‘No more silence’: March for Our Lives draws hundreds in downtown Duluth
Hundreds of Duluth students and community members joined millions nationwide Saturday in marching to call for action to prevent gun violence.
The local observance of the national March for Our Lives movement, sparked by a deadly school shooting in Florida last month, started Saturday evening in the shadow of Historic Old Central High School. Students from each of Duluth's high schools and from local universities spoke to cheers from the crowd assembled ahead of the march.
"We are not targets and we will not sit like pawns while those who have the power to protect us do not take action," University of Minnesota Duluth student Maren Friemann said.
"They say we are too young to know what we are talking about, when we are the ones who walk these halls, the ones who huddle in the corners of America's classrooms and wait out the lockdowns. But they are wrong — we know why we are here. We are here to let everyone know that our schools are not battlefields, our teachers are not soldiers and our children will not be casualties. ... We will not go away until change is made."
Duluth Mayor Emily Larson lauded the students who organized the local march.
"You are not our future leaders, you are not our emerging leaders — you are our leaders today, and you are showing us the way," Larson said. "It is so important that you tell us what we can do to support what you need because we believe in you, we trust you; you are our hope and you are our future."
The march went down First Avenue East to First Street and then on to the Civic Center. Along the way, the large crowd chanted.
“We call B.S.”
“No more silence. End gun violence.”
“Protect our kids. Not our guns.”
On the steps of City Hall were 17 pairs of shoes, marking each life lost on Feb. 14 in the Parkland, Fla., school shooting. Rubee Bocht, 15, a freshman at Duluth East High School, came out to march because “the amount of shootings in this country are ridiculous.”
“I don’t want to wait until I’m personally impacted by gun violence to start a conversation,” she said. “I hope today opens up the eyes of all of our representatives in Congress and the White House and shows them that we are going to continue to fight until something is done.”

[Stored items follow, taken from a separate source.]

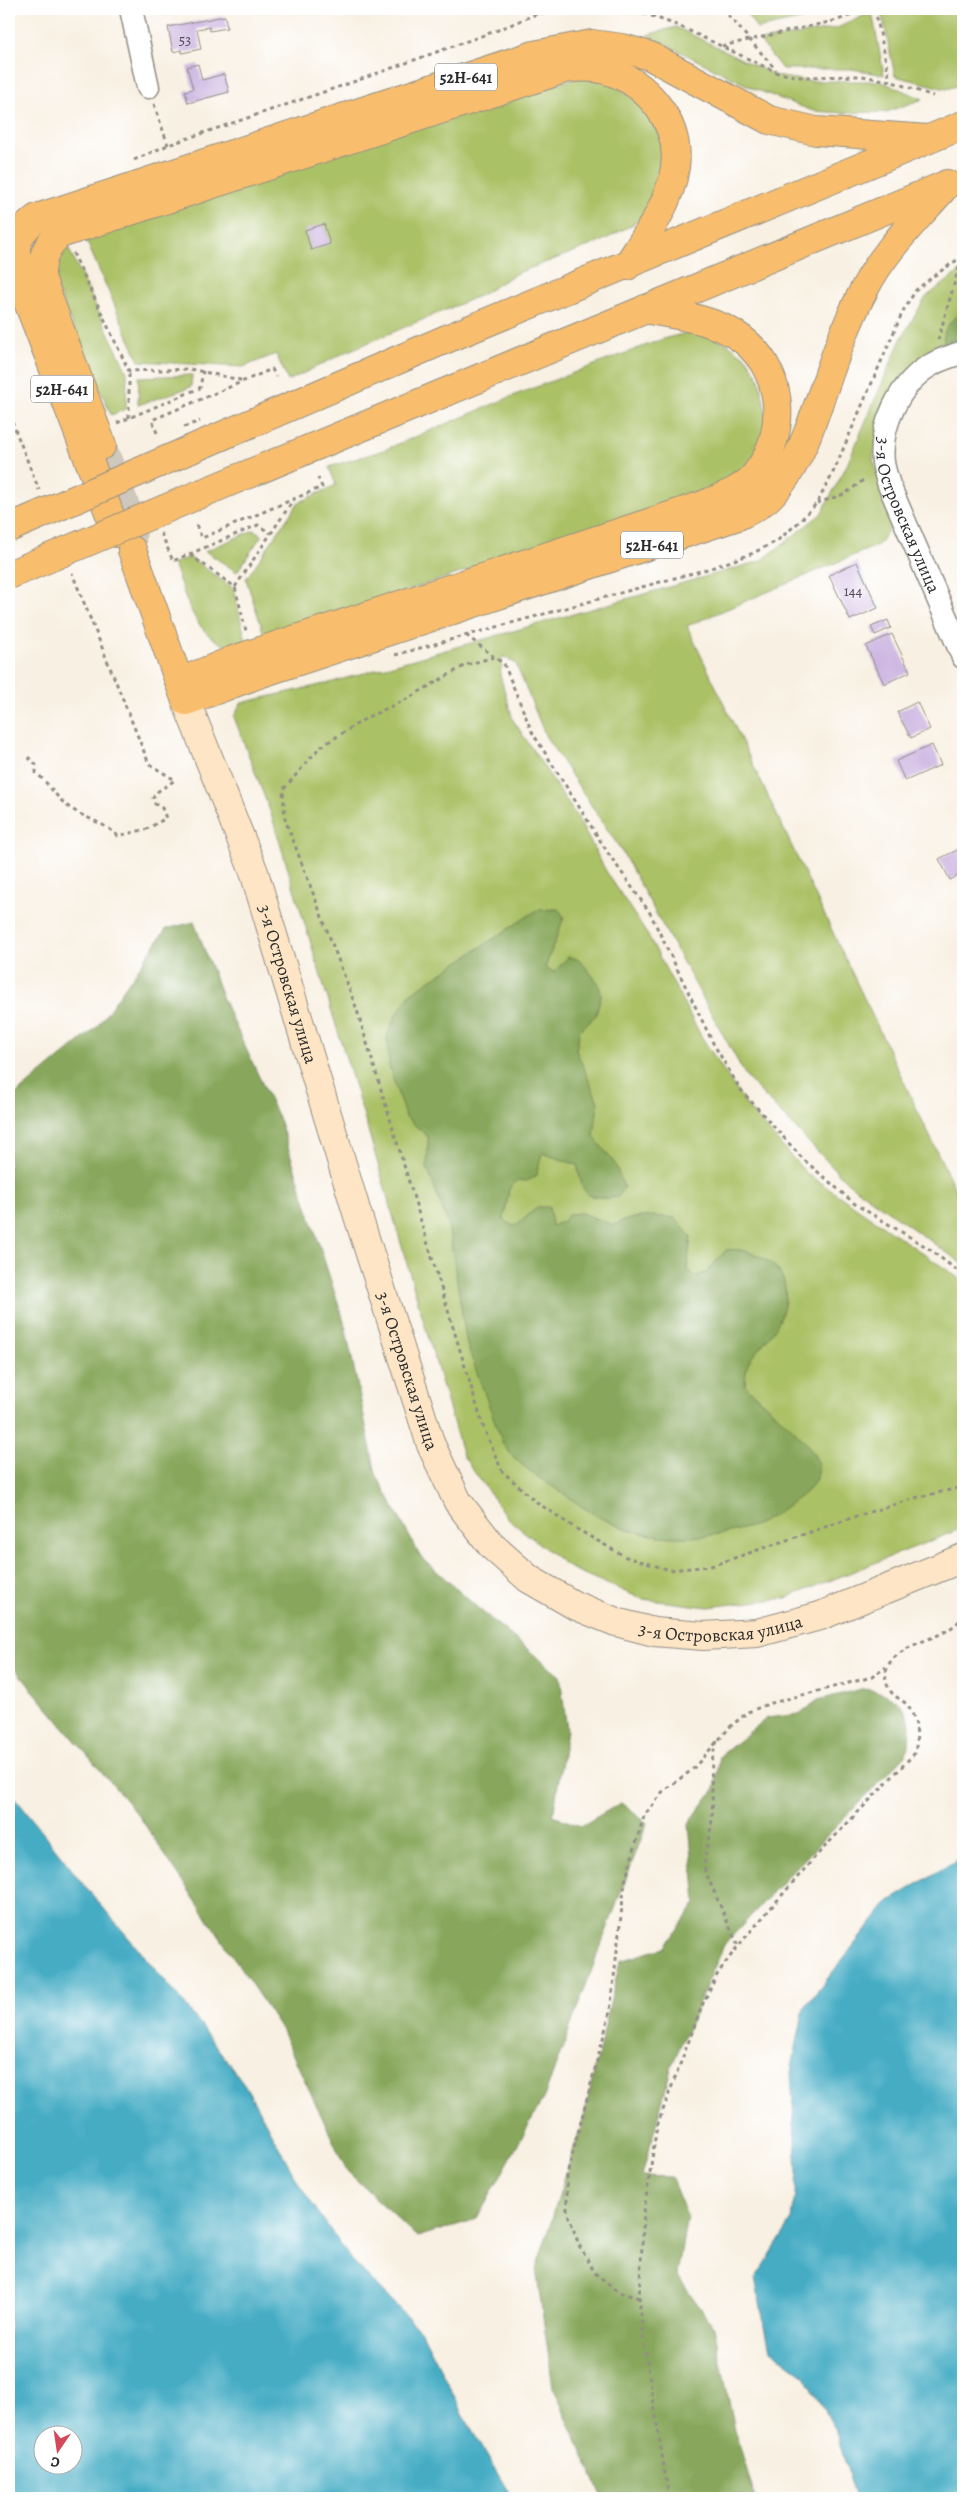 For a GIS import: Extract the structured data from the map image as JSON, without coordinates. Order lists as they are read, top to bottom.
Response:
{
  "streets": {
    "main road": ["52Н-641", "3-я Островская улица"]
  },
  "crossings": [
    ["52Н-641", "3-я Островская улица"]
  ],
  "house_numbers": ["53", "144"],
  "north": "bottom"
}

University of Minnesota Duluth student body president Mike Kenyanya spoke to the crowd at the Civic Center. He said he was embarrassed to admit it, but he almost didn’t attend the march when he was asked to speak.
“In student government we’re supposed to be a nonpartisan organization, and I was worried that this was going to look biased. Then I came to my senses,” he said. “Marching for our lives is not a partisan topic. It’s not progressive, it’s not conservative, it’s not liberal. It’s crazy that we are marching for our lives and the narrative has been teetered that way that I thought I couldn’t do this.”
During his speech, Kenyanya talked about a YouTube video called “Ed — A Petition for Stronger Gun Laws.” In the video a man walks into an office with a gun. He aims, shoots and misses. While he reloads his gun, everyone runs away, and by the time he’s done everyone has escaped. His gun is a musket.
“At the writing of the Second Amendment, a coward in Las Vegas couldn’t kill 58 people and leave another 800 injured,” Kenyanya said. “Guns have changed. It’s time for our gun laws to do the same.”
Melissa Frank, a UMD graduate student, told the crowd about how her son Ben was killed on Dec. 22 in St. Cloud by his roommate, who was a member of the military and a legal gun owner.
“We thought he was Ben’s friend. Instead, his suicide letter talked about how he didn’t want to be alive anymore because he felt like he couldn’t die in a war as a real man should,” she said through tears. “In the end, he chose to end Ben’s life before taking his own.”
Frank said she wasn’t sure if she could speak Saturday because she was still in the beginning stages of grieving her son, but she did it for him.
“I’m standing here as a reminder that the future can be lost in the blink of an eye. I’m standing here as a legal gun owner to tell you that we haven’t done enough to protect the valuable lives around us. The lives of our children, our friends and our neighbors,” Frank said. “We deserve the opportunity to ask gun owners to be conscientious and to learn about the responsibilities of owning a firearm. … We deserve to ask companies and organizations to put aside their love of profits and stop creating items for sale that make guns even more dangerous, like bump stocks and high-capacity magazines. We deserve to ask for a waiting period and a national background check that works. … Most of all, we need and deserve gun laws that save lives.”
March for Our Lives was created, inspired and led by students across the country who are asking state and federal lawmakers to take action and pass gun control laws so that what happened in Parkland, Fla., never happens again.
This year on Valentine’s Day, 17 students and teachers were killed when a former student entered Marjory Stoneman Douglas High School in Parkland, armed with an AR-15 semi-automatic rifle and multiple magazines that he purchased legally. Since then, students from Stoneman Douglas High School have been vocal about needing stricter gun laws, and students around the nation have rallied behind them.
Grand Rapids, Ely and Grand Marais also hosted March for Our Lives events Saturday. They came in the wake of student walkouts across the state and the nation on March 14, one month after the deadly Parkland shooting.
Andrew Krueger of the News Tribune staff contributed to this report.